The final population cohort that was enrolled in this trial also suggests either a shifting focus toward earlier preventive treatment for obesity or a phenotype representative of contemporary obesity in China. In a comparison of the Chinese cohort in the current trial (GLORY-1) with the population in the international SURMOUNT-1 clinical trial in obesity published in 2022,7 the population in the current trial was younger (mean age, 34.2 vs. 44.9 years), had a lower BMI consistent with Chinese criteria for overweight or obesity (mean BMI, 31.1 vs. 38.0), and a much lower prevalence of prediabetes (10.7% vs. 40.6%) and hypertension (22.8% vs. 32.3%) — findings consistent with a younger, metabolically healthier population than most participants in trials testing medications for obesity. Nevertheless, despite the lower enrollment of persons with prediabetes or hypertension in the current trial than in the earlier one, the population in GLORY-1 had a high prevalence of liver disease (48.9% with metabolic dysfunction–associated fatty liver disease vs. 7.1% with nonalcoholic fatty liver disease in SURMOUNT-1) and dyslipidemia (62.3% vs. 29.8%) and an overall high prevalence of weight-related coexisting conditions (88.9%).

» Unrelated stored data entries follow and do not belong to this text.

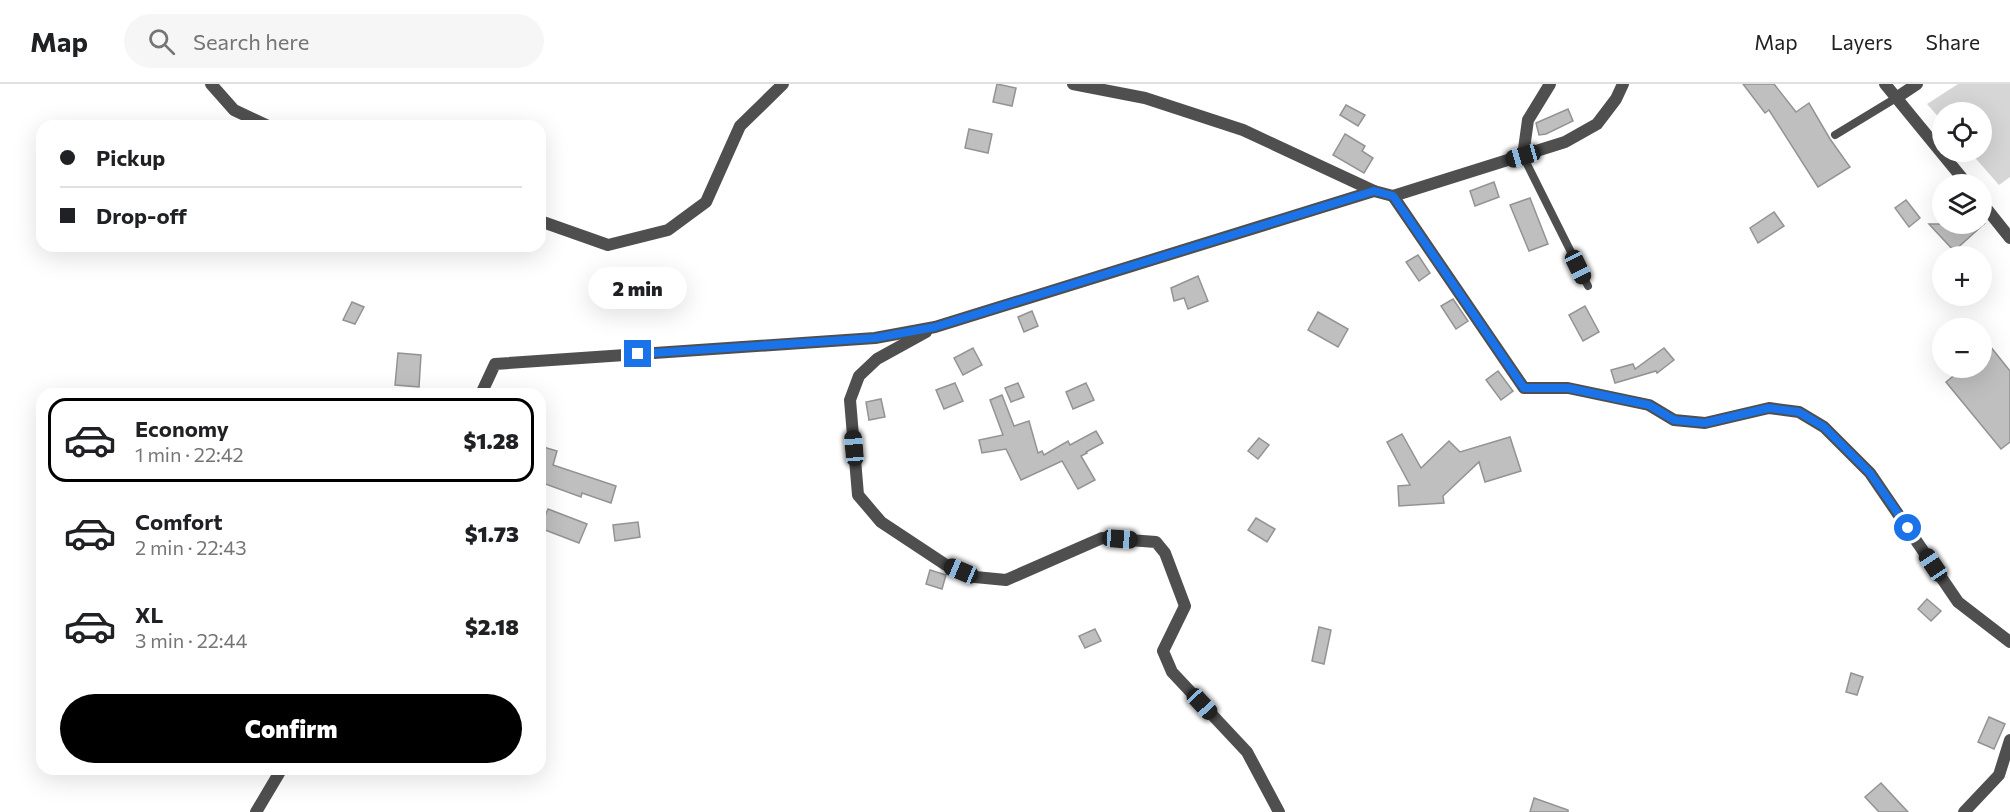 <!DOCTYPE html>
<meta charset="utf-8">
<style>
body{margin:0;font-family:Commissioner,sans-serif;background:#f6f6f6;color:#202124;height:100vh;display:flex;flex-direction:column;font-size:22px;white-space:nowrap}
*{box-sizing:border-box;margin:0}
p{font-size:20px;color:#757577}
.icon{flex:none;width:33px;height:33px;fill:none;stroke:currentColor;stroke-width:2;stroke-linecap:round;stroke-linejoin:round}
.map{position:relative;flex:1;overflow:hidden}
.side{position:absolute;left:36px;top:304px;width:510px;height:387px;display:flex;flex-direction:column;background:#fff;border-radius:18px;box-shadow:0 6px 24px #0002}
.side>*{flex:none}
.top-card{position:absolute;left:36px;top:36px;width:510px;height:132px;border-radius:18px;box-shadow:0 6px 24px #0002;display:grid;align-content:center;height:132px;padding:0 24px;background:#fff}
.buttons{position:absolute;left:1932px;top:18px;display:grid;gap:12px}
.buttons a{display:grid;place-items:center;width:60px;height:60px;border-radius:50%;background:#fff;box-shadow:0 6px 24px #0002;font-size:30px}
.end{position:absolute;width:27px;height:27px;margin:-14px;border:8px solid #1a73e8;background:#fff;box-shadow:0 0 0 3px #fff}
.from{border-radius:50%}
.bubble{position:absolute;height:42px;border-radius:21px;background:#fff;box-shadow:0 6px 24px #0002;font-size:20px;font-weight:800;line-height:42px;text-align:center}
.car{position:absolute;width:18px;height:36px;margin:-18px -9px;border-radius:8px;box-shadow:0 0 4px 2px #0007;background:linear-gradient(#222 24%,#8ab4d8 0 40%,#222 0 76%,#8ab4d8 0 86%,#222 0)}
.top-card b{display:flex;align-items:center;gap:21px;height:57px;font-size:22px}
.top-card b+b{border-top:2px solid #e0e0e0}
.top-card i{width:15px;height:15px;background:#202124}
ul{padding:10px 0 0;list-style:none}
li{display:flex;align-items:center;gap:18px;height:84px;margin:0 12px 9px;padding:0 12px;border:3px solid transparent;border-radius:18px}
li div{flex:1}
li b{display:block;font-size:22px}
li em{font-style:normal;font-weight:800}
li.selected{border-color:#000}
li>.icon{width:54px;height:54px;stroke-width:1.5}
.action{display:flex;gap:12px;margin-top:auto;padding:12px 24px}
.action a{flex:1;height:69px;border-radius:36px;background:#000;color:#fff;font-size:24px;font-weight:800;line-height:69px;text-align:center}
header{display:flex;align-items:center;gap:36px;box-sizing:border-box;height:84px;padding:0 30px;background:#fff;border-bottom:2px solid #e0e0e0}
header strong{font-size:28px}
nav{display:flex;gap:33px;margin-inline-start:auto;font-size:21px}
.search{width:420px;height:54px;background:#f6f6f6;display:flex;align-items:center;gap:15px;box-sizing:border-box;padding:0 21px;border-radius:33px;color:#757577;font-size:22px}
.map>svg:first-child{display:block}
.green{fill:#d6d6d6}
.building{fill:#bfbfbf;stroke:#939393;stroke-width:1.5}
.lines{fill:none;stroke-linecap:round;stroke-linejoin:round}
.service{stroke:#4f4f4f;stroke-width:8}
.minor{stroke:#4f4f4f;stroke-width:12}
.route{stroke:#1a73e8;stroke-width:8}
</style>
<header>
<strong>Map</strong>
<div class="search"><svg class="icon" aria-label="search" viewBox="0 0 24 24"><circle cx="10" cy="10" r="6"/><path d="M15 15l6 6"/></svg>Search here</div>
<nav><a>Map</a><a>Layers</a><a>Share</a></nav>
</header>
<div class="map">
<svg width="2010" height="728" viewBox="0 0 2010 728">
<rect width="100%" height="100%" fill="#fff"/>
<path class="green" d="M1958,0H2010V93L1999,101L1970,68H1982V28H1942V37L1927,20Z"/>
<g class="building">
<path d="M997,0L1016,4L1012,22L993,18Z"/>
<path d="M1743,0H1774L1796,28L1809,19L1830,55L1850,83L1818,103L1769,26L1765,29Z"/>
<path d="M1346,21L1365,31L1358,42L1340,31Z"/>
<path d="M1568,25L1573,37L1546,50L1539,51L1536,39Z"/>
<path d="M969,45L992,50L988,69L965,64Z"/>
<path d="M1345,50L1365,62L1362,67L1373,74L1364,89L1333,71Z"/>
<path d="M1494,98L1499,113L1475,122L1470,107Z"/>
<path d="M1530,114L1548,160L1529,167L1510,121Z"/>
<path d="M1906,116L1920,134L1909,143L1895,124Z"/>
<path d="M1774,128L1784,142L1758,159L1750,144Z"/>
<path d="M1929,140H1984L1954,167Z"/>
<path d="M1418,171L1430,189L1419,197L1406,178Z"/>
<path d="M1198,192L1208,217L1188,225L1184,214L1174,217L1171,204Z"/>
<path d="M1453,215L1468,237L1456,245L1441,222Z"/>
<path d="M352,218L364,223L355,240L343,236Z"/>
<path d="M1585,222L1599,248L1583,257L1569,231Z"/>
<path d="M1032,227L1038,242L1024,248L1018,233Z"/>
<path d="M1318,228L1348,245L1338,263L1308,246Z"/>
<path d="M1982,252L2010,287V358L2001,365L1946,298L1963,284H1982Z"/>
<path d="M973,264L982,281L963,291L954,274Z"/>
<path d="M1664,264L1674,276L1657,289L1656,287L1615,299L1611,286L1633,280L1635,285Z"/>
<path d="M398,269L421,271L419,303L395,301Z"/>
<path d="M1498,287L1513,307L1501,316L1486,296Z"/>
<path d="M955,299L963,317L944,325L936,306Z"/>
<path d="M1018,299L1024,313L1011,318L1005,304Z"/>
<path d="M1086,299L1094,316L1073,325L1066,308Z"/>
<path d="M1002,311L1014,342L1029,337L1038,369L1042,367L1044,371L1068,357L1070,361L1096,347L1103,359L1086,368L1087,369L1081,372L1095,396L1078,405L1062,377L1021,396L1006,365L982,369L979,356L1003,351L990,316Z"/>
<path d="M881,315L885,333L869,336L866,318Z"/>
<path d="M1402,350L1421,384L1449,357L1460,368L1510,353L1521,387L1485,398L1479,378L1443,412L1444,419L1399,422L1398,402L1410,401L1387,358Z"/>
<path d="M1259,354L1269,361L1258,375L1248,367Z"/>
<path d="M540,362L557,367L553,381L616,402L611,419L582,409L581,413L540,398Z"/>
<path d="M548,425L587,440L579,459L540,444Z"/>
<path d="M1256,434L1275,445L1267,458L1248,446Z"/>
<path d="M638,438L640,453L615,457L613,441Z"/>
<path d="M930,486L946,491L942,505L926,500Z"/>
<path d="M1927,515L1941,527L1931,537L1918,525Z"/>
<path d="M1319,543L1331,546L1324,580L1312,577Z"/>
<path d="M1095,545L1101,557L1085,564L1079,552Z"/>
<path d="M1851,589L1863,593L1857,611L1846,608Z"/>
<path d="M1989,633L2005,640L1994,665L1978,658Z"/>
<path d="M1881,699L1908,728H1879L1865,713Z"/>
<path d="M1534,714L1568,726V728H1530Z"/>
</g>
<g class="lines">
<g class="service">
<path d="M1835,51L1896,14"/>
<path d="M1523,72L1588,202"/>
</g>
<g class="minor">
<path d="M211,0L234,26L268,42"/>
<path d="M1073,0L1145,14L1243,46L1374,107"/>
<path d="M1885,0L1967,100"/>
<path d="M1896,14L1917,0"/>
<path d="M1523,72L1528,36L1550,0"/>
<path d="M1393,112L1524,304H1568L1649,321L1674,336L1705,339L1769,324L1799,328L1824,343L1870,389L1958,518L2010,558"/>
<path d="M1982,119L2010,154"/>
<path d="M540,137L608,161L668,146L706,118L740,42L783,0"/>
<path d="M926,248L877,275L859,292L850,316L858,411L881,438L946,481L975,493L1006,496L1102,454L1156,458L1165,469L1185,522L1163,567L1172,588L1247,668L1279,728"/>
<path d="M481,310L495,280L875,254L935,243L1374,107L1393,112L1565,58L1597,40L1616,15L1623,0"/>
<path d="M256,728L281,686"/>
<path d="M1964,728L1999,691L2010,656"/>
</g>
</g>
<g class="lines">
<path class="route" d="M638,270L875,254L935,243L1374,107L1393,112L1524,304H1568L1649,321L1674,336L1705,339L1769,324L1799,328L1824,343L1870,389L1908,444"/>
</g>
</svg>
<div class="buttons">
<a><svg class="icon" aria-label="locate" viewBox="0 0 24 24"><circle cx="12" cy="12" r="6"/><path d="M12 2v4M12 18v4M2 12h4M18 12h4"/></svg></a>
<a><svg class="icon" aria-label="layers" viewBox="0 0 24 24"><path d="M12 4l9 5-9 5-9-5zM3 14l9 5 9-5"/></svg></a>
<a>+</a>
<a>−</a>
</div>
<i class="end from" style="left:1908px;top:444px"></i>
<i class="end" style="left:638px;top:270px"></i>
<div class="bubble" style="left:588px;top:183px;width:99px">2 min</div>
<i class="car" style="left:1523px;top:72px;rotate:254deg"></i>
<i class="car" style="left:1578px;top:183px;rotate:154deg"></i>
<i class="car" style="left:854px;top:364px;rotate:355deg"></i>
<i class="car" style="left:1120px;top:455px;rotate:94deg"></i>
<i class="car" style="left:1933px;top:481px;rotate:326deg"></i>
<i class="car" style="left:961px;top:487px;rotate:293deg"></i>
<i class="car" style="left:1202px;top:620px;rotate:137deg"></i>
<div class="top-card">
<b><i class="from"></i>Pickup</b>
<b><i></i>Drop-off</b>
</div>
<section class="side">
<ul>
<li class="selected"><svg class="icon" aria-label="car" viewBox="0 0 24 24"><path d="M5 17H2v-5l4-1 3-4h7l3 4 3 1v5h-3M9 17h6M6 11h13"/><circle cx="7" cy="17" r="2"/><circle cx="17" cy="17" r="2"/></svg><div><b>Economy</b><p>1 min · 22:42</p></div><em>$1.28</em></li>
<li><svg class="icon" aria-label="car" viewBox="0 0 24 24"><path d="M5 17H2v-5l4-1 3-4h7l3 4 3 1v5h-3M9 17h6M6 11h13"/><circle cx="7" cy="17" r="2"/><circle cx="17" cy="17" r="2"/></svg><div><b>Comfort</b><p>2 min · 22:43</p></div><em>$1.73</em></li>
<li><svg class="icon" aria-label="car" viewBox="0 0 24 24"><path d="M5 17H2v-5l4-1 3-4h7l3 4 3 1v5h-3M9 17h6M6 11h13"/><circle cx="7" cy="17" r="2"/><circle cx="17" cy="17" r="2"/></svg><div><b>XL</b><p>3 min · 22:44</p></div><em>$2.18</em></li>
</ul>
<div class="action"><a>Confirm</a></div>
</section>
</div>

This information serves to remind us that obesity-related conditions and complications may occur in different ethnic populations at different ages and with different manifestations that remain responsive to intervention. Furthermore, given the disproportionate number of years of life lost in persons in whom obesity develops at a younger age (at 20 to 30 years vs. >60 years), age may not be protective in the way that it is for cardiovascular disease. Although benefits were seen in the population as a whole, subgroup analyses and comprehensive longitudinal risk assessment may provide additional clarity regarding the risk–benefit ratio for pharmacologic treatment of obesity at this relatively younger age.

This trial also shows the importance of individual-level risk assessment, capturing with comprehensive clinical assessments various weight-associated risk factors and conditions that may be responsive to preventive treatment. Algorithms that attempt to generalize an approach to obesity into an “if–then” linear treatment sequence that is based on singular factors without considering the whole patient risk both overtreatment and undertreatment of the individual patient. With the unfolding of multiple new therapies and pathways to target the underlying biologic characteristics of obesity and related manifestations, future areas of research should also focus on comprehensive risk assessment at the individual-patient level to best understand effective timing and rationale for intervention. Although this trial highlights another stepping stone of progress regarding therapeutic agents for obesity, available, safe, and effective therapies are only one part of the expansive public health toolbox that will be required to curb obesity on a global scale.